By Tariku Messele for Runta News-Seattle, Washington
Healing the land that sustains us is an effort that takes all of us. It takes our innovation and our hands, our money and our time, our collaboration and our commitment. Here at Serve Ethiopians Washington (SEW), we have made it our mission to be good neighbors to those around us and good stewards of the land we stand on. And as a recipient of the Port of Seattle’s latest round of environmental grants, we are striving to embody a well-rounded approach to environmental justice through the collaborative healing of our lakes, rivers, coastlines, and forests.
SEW was founded at a time when the need was especially critical: the start of the COVID-19 pandemic. We are an Ethiopian community-led organization committed to serving all people, regardless of heritage, and addressing longstanding problems like housing and food insecurity, which only increase during economic instability and a public health crisis. To date, SEW has helped over 1,500 households avoid housing destabilization with our vital eviction prevention program, provided critical childcare supplies like diapers to over 300 children through our diaper distribution program, and thrown ourselves into the work of raising community awareness about the importance of green spaces.

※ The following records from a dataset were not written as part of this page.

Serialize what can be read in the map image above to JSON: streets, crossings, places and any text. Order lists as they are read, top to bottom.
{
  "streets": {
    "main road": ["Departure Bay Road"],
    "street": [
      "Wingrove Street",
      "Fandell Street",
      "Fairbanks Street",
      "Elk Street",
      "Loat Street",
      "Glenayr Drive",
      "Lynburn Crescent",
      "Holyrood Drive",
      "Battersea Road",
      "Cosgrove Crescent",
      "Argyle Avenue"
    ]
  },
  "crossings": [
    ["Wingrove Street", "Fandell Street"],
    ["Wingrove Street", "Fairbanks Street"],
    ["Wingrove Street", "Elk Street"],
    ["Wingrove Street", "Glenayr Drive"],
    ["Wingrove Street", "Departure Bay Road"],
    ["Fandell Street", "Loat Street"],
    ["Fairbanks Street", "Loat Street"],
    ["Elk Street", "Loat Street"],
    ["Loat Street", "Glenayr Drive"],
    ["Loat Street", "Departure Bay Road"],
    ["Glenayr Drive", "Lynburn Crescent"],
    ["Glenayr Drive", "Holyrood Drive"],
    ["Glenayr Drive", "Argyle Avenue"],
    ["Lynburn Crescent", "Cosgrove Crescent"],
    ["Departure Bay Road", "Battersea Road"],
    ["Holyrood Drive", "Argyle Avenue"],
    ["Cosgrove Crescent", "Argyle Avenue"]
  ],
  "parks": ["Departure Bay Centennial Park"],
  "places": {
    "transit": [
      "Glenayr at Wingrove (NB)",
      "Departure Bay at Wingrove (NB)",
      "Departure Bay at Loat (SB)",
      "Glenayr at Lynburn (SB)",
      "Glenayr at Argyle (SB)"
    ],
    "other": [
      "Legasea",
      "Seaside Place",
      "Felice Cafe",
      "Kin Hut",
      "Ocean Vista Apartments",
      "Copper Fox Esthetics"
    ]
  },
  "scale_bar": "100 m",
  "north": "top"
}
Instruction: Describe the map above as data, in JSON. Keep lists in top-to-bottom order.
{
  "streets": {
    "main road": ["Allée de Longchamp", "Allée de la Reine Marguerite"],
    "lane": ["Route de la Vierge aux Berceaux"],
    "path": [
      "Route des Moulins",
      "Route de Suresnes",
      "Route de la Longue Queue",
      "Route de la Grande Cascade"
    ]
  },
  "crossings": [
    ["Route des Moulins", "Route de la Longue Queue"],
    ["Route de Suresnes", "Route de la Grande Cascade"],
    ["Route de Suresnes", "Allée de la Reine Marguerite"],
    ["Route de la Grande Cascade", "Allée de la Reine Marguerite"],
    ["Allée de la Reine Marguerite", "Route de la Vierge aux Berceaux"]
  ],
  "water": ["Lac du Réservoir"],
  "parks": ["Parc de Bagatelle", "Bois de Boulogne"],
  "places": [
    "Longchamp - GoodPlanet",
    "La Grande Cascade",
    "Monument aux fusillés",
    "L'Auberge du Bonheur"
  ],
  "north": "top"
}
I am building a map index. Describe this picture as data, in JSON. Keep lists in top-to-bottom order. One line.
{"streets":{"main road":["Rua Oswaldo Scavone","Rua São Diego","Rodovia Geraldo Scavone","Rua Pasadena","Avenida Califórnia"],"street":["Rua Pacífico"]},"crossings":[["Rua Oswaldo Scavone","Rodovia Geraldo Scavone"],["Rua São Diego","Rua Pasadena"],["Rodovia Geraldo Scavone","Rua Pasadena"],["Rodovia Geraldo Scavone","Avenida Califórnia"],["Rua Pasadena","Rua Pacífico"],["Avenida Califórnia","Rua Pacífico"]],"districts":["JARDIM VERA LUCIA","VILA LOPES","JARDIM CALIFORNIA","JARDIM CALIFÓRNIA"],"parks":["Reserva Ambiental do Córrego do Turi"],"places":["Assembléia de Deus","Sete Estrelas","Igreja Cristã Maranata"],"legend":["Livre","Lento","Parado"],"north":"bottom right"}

Our track record of effective community advocacy, education, and support made SEW an ideal candidate for a 3-year Port of Seattle grant aimed at helping the organization scale up volunteer recruitment to do urban forest resolution and trail clean-up at Angle Lake Park. We are focusing on the historically under-invested community in South King County, specifically around the airport, and centering the leadership and input of our volunteers, many of whom work at the airport.
Through our urban forest development and trail clean-up program, SEW is educating the public about environmental justice – what it is, how to fight for it, and how to make justice a reality. SEW’s approach has been intentionally inclusive and community-led, with flyers distributed to our network in three languages (Harik, Spanish, and Somali). And now, in collaboration with SeaTac City Park, we are working to clean up Angle Lake. We are also working with the City of SeaTac to add safety and park use signages in Amharic, Somali and Spanish languages at angle lake park. The flyers we distributed to our network are in “Amharic, Oromo and English languages.”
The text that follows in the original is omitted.